*** Block opens ***

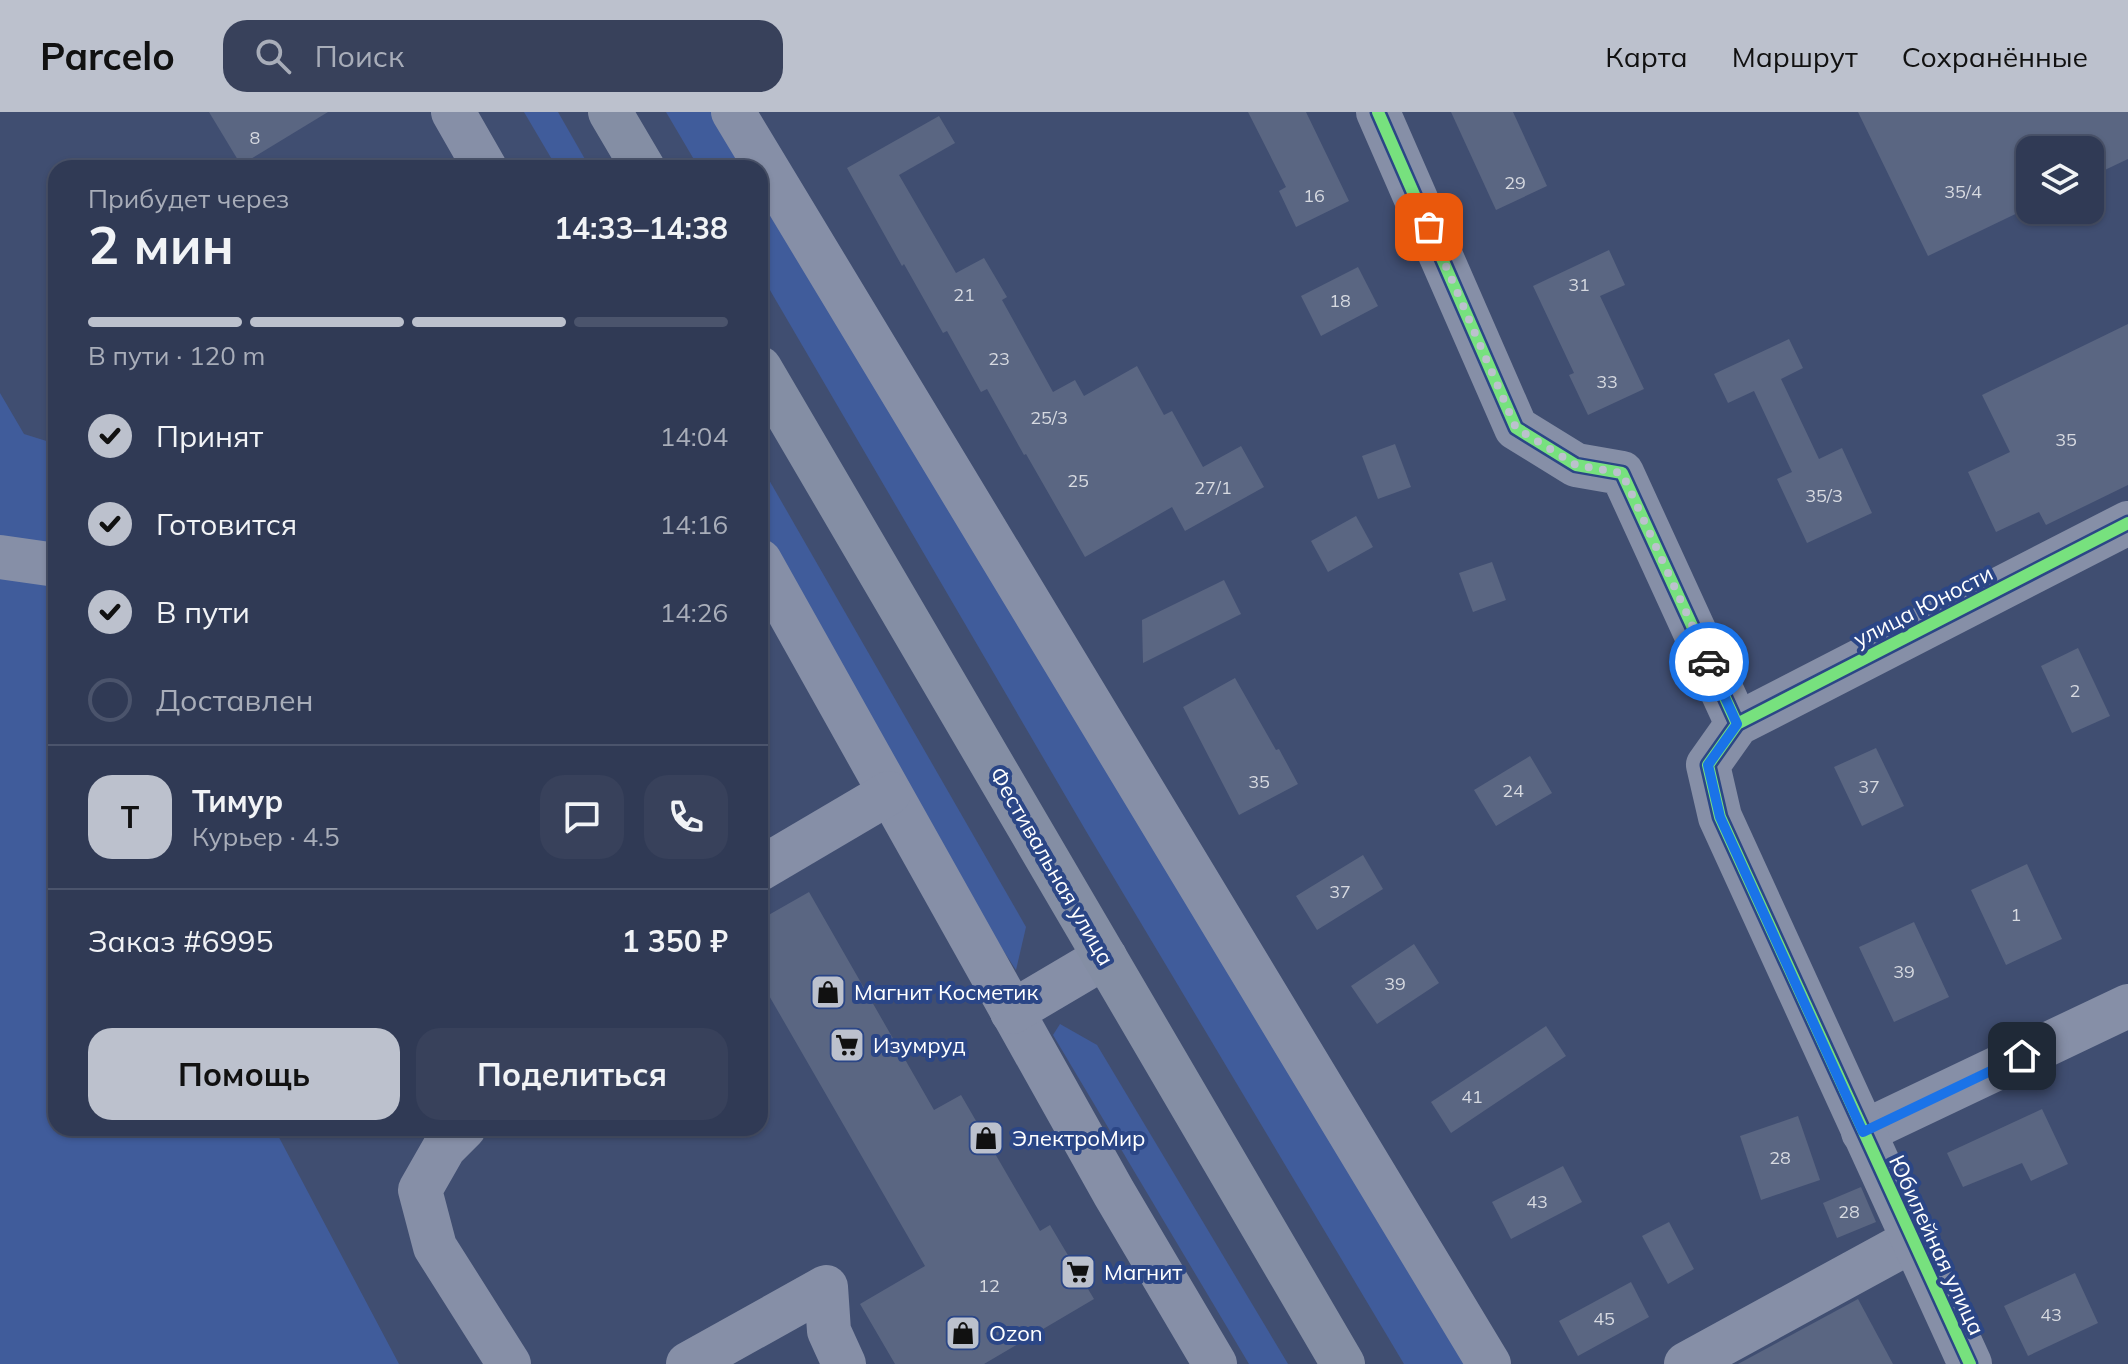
<!DOCTYPE html>
<html lang="ru">
<meta charset="utf-8">
<style>
body{margin:0;font-family:Mulish,sans-serif;background:#38415b;color:#f1f3f6;height:100vh;display:flex;flex-direction:column;font-size:30px;white-space:nowrap}
*{box-sizing:border-box;margin:0}
p{font-size:26px;color:#a8adb9}
.icon{flex:none;width:44px;height:44px;fill:none;stroke:currentColor;stroke-width:2;stroke-linecap:round;stroke-linejoin:round}
.map{position:relative;flex:1;overflow:hidden}
.sheet{position:absolute;left:48px;top:48px;width:720px;height:976px;display:flex;flex-direction:column;background:#303a55;border-radius:24px;box-shadow:0 2px 6px #0004,0 0 0 2px #4b546c}
.sheet>*{flex:none}
.tools{position:absolute;left:2016px;top:24px;display:grid;gap:16px}
.tools a{display:grid;place-items:center;width:88px;height:88px;border-radius:16px;background:#303a55;box-shadow:0 2px 6px #0004,0 0 0 2px #4b546c;font-size:40px}
.pin{position:absolute;display:grid;place-items:center;width:68px;height:68px;color:#fff;margin:-34px;border-radius:16px;box-shadow:0 4px 12px #0006}
.courier{position:absolute;display:grid;place-items:center;width:80px;height:80px;margin:-40px;border:6px solid #1a73e8;border-radius:50%;background:#fff;color:#222;box-shadow:0 2px 10px #0007}
.headline em{font-style:normal;font-weight:700}
.headline div{display:flex;flex-direction:column-reverse}
.headline{display:flex;align-items:center;justify-content:space-between;height:136px;padding:0 40px}
h1{font-size:52px;font-weight:700;line-height:60px}
.bar{display:grid;grid-template-columns:repeat(4,1fr);gap:12px 8px;align-content:center;height:96px;padding:0 40px}
.bar i{height:10px;border-radius:6px;background:#4b546c}
.bar .on{background:#bcc1cd}
.bar p{grid-column:span 4}
.line{display:flex;align-items:center;gap:20px;padding:0 40px;border-top:2px solid #4b546c}
.line div{flex:1}
.round{display:grid;place-items:center;flex:none;width:84px;height:84px;border-radius:24px;background:#38415b}
ol{padding:0 40px;list-style:none}
li{display:flex;align-items:center;gap:24px;height:88px}
li p{margin-inline-start:auto}
li .icon{padding:8px;border-radius:50%;background:#bcc1cd;color:#111;stroke-width:4}
li:last-child{color:#a8adb9}
li i{width:44px;height:44px;border:4px solid #4b546c;border-radius:50%}
.cta{display:flex;gap:16px;margin-top:auto;padding:16px 40px}
.cta a{flex:1;height:92px;border-radius:24px;background:#bcc1cd;color:#111;font-size:32px;font-weight:700;line-height:92px;text-align:center}
.cta a+a{background:#38415b;color:#f1f3f6}
header{display:flex;align-items:center;gap:48px;box-sizing:border-box;height:112px;padding:0 40px;background:#bcc1cd;color:#111}
header strong{font-size:38px}
nav{display:flex;gap:44px;margin-inline-start:auto;font-size:28px}
.search{width:560px;height:72px;background:#38415b;display:flex;align-items:center;gap:20px;box-sizing:border-box;padding:0 28px;border-radius:24px;color:#a8adb9;font-size:30px}
.map>svg:first-child{display:block}
</style>
<header>
<strong>Parcelo</strong>
<div class="search"><svg class="icon" aria-label="search" viewBox="0 0 24 24"><circle cx="10" cy="10" r="6"/><path d="M15 15l6 6"/></svg>Поиск</div>
<nav><a>Карта</a><a>Маршрут</a><a>Сохранённые</a></nav>
</header>
<div class="map">
<svg width="2128" height="1252" viewBox="0 0 2128 1252">
<rect width="100%" height="100%" fill="#404e71"/>
<g fill="#405c9b">
<polygon points="524,0 558,0 590,56 557,56"/>
<polygon points="666,0 713,0 747,56 699,56"/>
<polygon points="760,78 1468,1252 1404,1252 1086,719 760,161"/>
<polygon points="0,281 24,322 56,332 56,1016 274,1016 399,1252 0,1252"/>
<polygon points="760,360 765,361 1026,815 1016,858 987,814 760,411"/>
<polygon points="1060,912 1097,933 1288,1252 1249,1252 1053,923"/>
</g>
<g fill="#5a6682">
<polygon points="209,0 328,0 241,53"/>
<polygon points="1248,0 1306,0 1349,89 1296,115 1279,79 1286,75"/>
<polygon points="1451,0 1513,0 1547,74 1496,98"/>
<polygon points="1858,0 2128,0 2128,47 2090,65 2090,38 2030,38 2030,95 1928,144"/>
<polygon points="939,4 955,31 899,63 956,161 984,146 1007,185 1002,188 1053,280 1075,268 1084,284 1137,254 1164,303 1172,299 1203,355 1241,334 1264,375 1185,419 1172,395 1085,445 1026,342 1024,343 987,277 981,280 947,219 943,221 904,152 902,154 847,56"/>
<polygon points="1609,138 1625,173 1600,184 1644,277 1588,303 1569,263 1574,261 1533,174"/>
<polygon points="1358,155 1378,194 1321,224 1301,184"/>
<polygon points="2128,212 2128,373 2046,413 2039,400 1996,420 1968,360 2010,340 1982,283"/>
<polygon points="1789,227 1803,256 1781,267 1819,347 1842,336 1872,401 1807,431 1777,367 1792,360 1754,279 1728,291 1714,262"/>
<polygon points="1395,332 1411,375 1378,387 1362,344"/>
<polygon points="1356,404 1373,435 1328,460 1311,429"/>
<polygon points="1492,450 1506,488 1473,500 1459,461"/>
<polygon points="1224,468 1241,502 1143,551 1142,508"/>
<polygon points="2078,536 2110,604 2072,621 2041,554"/>
<polygon points="1235,566 1276,638 1279,637 1298,672 1239,703 1183,595"/>
<polygon points="1876,636 1904,694 1862,714 1834,655"/>
<polygon points="1530,644 1552,681 1496,714 1474,678"/>
<polygon points="1363,743 1383,777 1317,818 1296,784"/>
<polygon points="2027,752 2062,827 2006,853 1971,778"/>
<polygon points="809,780 934,998 961,983 1040,1119 1050,1113 1094,1187 984,1252 895,1252 860,1192 925,1154 760,868 760,808"/>
<polygon points="1914,810 1949,885 1894,910 1859,835"/>
<polygon points="1414,832 1439,871 1377,912 1351,874"/>
<polygon points="1546,914 1566,944 1451,1021 1431,990"/>
<polygon points="2042,997 2068,1052 2031,1069 2022,1051 1963,1075 1947,1041"/>
<polygon points="1798,1004 1820,1068 1761,1088 1740,1024"/>
<polygon points="1563,1054 1582,1090 1511,1127 1492,1090"/>
<polygon points="1861,1075 1876,1110 1837,1126 1823,1091"/>
<polygon points="1669,1110 1694,1157 1668,1172 1642,1124"/>
<polygon points="2075,1161 2098,1211 2028,1244 2004,1194"/>
<polygon points="1631,1170 1649,1205 1578,1244 1559,1209"/>
<polygon points="1858,1187 1893,1252 1738,1252"/>
</g>
<g fill="none" stroke-linecap="round" stroke-linejoin="round">
<g stroke="#868fa7" stroke-width="44">
<polyline points="453,0 485,56"/>
<polyline points="733,0 1489,1252"/>
<polyline points="1378,0 1516,316 1576,353 1622,361 1737,612"/>
<polyline points="0,445 56,453"/>
<polyline points="760,449 1114,1081 1215,1252"/>
<polyline points="760,757 889,681"/>
<polyline points="1012,900 1105,845"/>
<polyline points="464,1016 444,1036 420,1078 435,1135 509,1252"/>
<polyline points="1863,1020 2128,894"/>
<polyline points="688,1252 826,1175 829,1219 844,1252"/>
<polyline points="1686,1252 1913,1128"/>
<polyline points="1970,1252 1720,705 1708,653 1737,612 2128,411"/>
</g>
<g stroke="#848ea4" stroke-width="44">
<polyline points="610,0 643,56"/>
<polyline points="760,256 1343,1252"/>
</g>
<defs>
<g id="cycleway">
<polyline points="1378,0 1516,316 1576,353 1622,361 1737,612"/>
<polyline points="1970,1252 1720,705 1708,653 1737,612 2128,411"/>
</g>
</defs>
<use href="#cycleway" stroke="#2b4686" stroke-width="17"/>
<use href="#cycleway" stroke="#77e17e" stroke-width="12"/>
</g>
<g fill="none" stroke-linecap="round" stroke-linejoin="round">
<polyline stroke="#bcc1cd" stroke-width="8" stroke-dasharray="0 14.4" points="1429,115 1516,316 1576,353 1622,361 1709,550"/>
<polyline stroke="#1a73e8" stroke-width="10" points="1709,550 1737,612 1708,653 1720,705 1863,1020 2022,944"/>
</g>
<defs>
<symbol id="shop-square" viewBox="-11 -11 22 22"><rect x="-9" y="-9" width="18" height="18" rx="4" fill="#bcc1cd" stroke="#2b4686"/><path d="M-5-2.5h2.3a2.7 3.5 0 0 1 5.4 0H5L5.5 6h-11ZM-1.5-2.5h3a1.5 2.3 0 0 0-3 0Z" fill="#111"/></symbol>
<symbol id="supermarket-square" viewBox="-11 -11 22 22"><rect x="-9" y="-9" width="18" height="18" rx="4" fill="#bcc1cd" stroke="#2b4686"/><path d="M-6-5.5h2.5l.6 2H6L4.5 2H-2.5L-4.4-4H-6ZM-1.5 3.2a1.3 1.3 0 1 0 .1 0ZM3 3.2a1.3 1.3 0 1 0 .1 0Z" fill="#111"/></symbol>
</defs>
<g fill-rule="evenodd">
<use href="#shop-square" x="808" y="860" width="40" height="40"/>
<use href="#supermarket-square" x="827" y="913" width="40" height="40"/>
<use href="#shop-square" x="966" y="1006" width="40" height="40"/>
<use href="#supermarket-square" x="1058" y="1140" width="40" height="40"/>
<use href="#shop-square" x="943" y="1201" width="40" height="40"/>
</g>
<g text-anchor="middle" stroke-width="8" stroke-linejoin="round" paint-order="stroke">
<g font-size="18" fill="#d6d9e0">
<text x="255" y="32">8</text>
<text x="1515" y="77">29</text>
<text x="1963" y="86">35/4</text>
<text x="1314" y="90">16</text>
<text x="1579" y="179">31</text>
<text x="964" y="189">21</text>
<text x="1340" y="195">18</text>
<text x="999" y="253">23</text>
<text x="1607" y="276">33</text>
<text x="1049" y="312">25/3</text>
<text x="2066" y="334">35</text>
<text x="1078" y="375">25</text>
<text x="1213" y="382">27/1</text>
<text x="1824" y="390">35/3</text>
<text x="2075" y="585">2</text>
<text x="1259" y="676">35</text>
<text x="1869" y="681">37</text>
<text x="1513" y="685">24</text>
<text x="1340" y="786">37</text>
<text x="2016" y="809">1</text>
<text x="1904" y="866">39</text>
<text x="1395" y="878">39</text>
<text x="1472" y="991">41</text>
<text x="1780" y="1052">28</text>
<text x="1537" y="1096">43</text>
<text x="1849" y="1106">28</text>
<text x="989" y="1180">12</text>
<text x="2051" y="1209">43</text>
<text x="1604" y="1213">45</text>
</g>
<g font-size="22" fill="#fff" stroke="#2b4686">
<text transform="translate(1923 494) rotate(-27)" y="8">улица Юности</text>
<text transform="translate(1052 754) rotate(60)" y="8">Фестивальная улица</text>
<text transform="translate(1937 1133) rotate(65)" y="8">Юбилейная улица</text>
</g>
<g font-size="22" fill="#fff" stroke="#2b4686" text-anchor="start">
<text x="854" y="888">Магнит Косметик</text>
<text x="873" y="941">Изумруд</text>
<text x="1012" y="1034">ЭлектроМир</text>
<text x="1104" y="1168">Магнит</text>
<text x="989" y="1229">Ozon</text>
</g>
</g>
</svg>
<div class="tools">
<a><svg class="icon" aria-label="layers" viewBox="0 0 24 24"><path d="M12 4l9 5-9 5-9-5zM3 14l9 5 9-5"/></svg></a>
</div>
<div class="pin" style="left:1429px;top:115px;background:#ea580c"><svg class="icon" aria-label="bag" viewBox="0 0 24 24"><path d="M5 8h14l-1 12H6zM9 8a3 3 0 0 1 6 0"/></svg></div>
<div class="pin" style="left:2022px;top:944px;background:#1f2937"><svg class="icon" aria-label="home" viewBox="0 0 24 24"><path d="M3 11l9-7 9 7M6 9v11h12V9"/></svg></div>
<div class="courier" style="left:1709px;top:550px"><svg class="icon" aria-label="car" viewBox="0 0 24 24"><path d="M5 17H2v-5l4-1 3-4h7l3 4 3 1v5h-3M9 17h6M6 11h13"/><circle cx="7" cy="17" r="2"/><circle cx="17" cy="17" r="2"/></svg></div>
<section class="sheet">
<div class="headline"><div><h1>2 мин</h1><p>Прибудет через</p></div><em>14:33–14:38</em></div>
<div class="bar"><i class="on"></i><i class="on"></i><i class="on"></i><i></i><p>В пути · 120 m</p></div>
<ol>
<li><svg class="icon" aria-label="check" viewBox="0 0 24 24"><path d="M5 12l5 5 9-10"/></svg>Принят<p>14:04</p></li>
<li><svg class="icon" aria-label="check" viewBox="0 0 24 24"><path d="M5 12l5 5 9-10"/></svg>Готовится<p>14:16</p></li>
<li><svg class="icon" aria-label="check" viewBox="0 0 24 24"><path d="M5 12l5 5 9-10"/></svg>В пути<p>14:26</p></li>
<li><i></i>Доставлен</li>
</ol>
<div class="line" style="height:144px"><b class="round" style="background:#bcc1cd;color:#111">Т</b><div><b>Тимур</b><p>Курьер · 4.5</p></div><a class="round"><svg class="icon" aria-label="chat" viewBox="0 0 24 24"><path d="M4 5h16v11H9l-5 4z"/></svg></a><a class="round"><svg class="icon" aria-label="phone" viewBox="0 0 24 24"><path d="M5 4h4l2 5-3 2q2 4 5 5l2-3 5 2v4C11 20 4 13 5 4z"/></svg></a></div>
<div class="line" style="height:104px"><div>Заказ #6995</div><b>1 350 ₽</b></div>
<div class="cta"><a>Помощь</a><a>Поделиться</a></div>
</section>
</div>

*** Block closes ***

Scan the data above and copy each line containing the word "anchor".

**Final answer:**
<g text-anchor="middle" stroke-width="8" stroke-linejoin="round" paint-order="stroke">
<g font-size="22" fill="#fff" stroke="#2b4686" text-anchor="start">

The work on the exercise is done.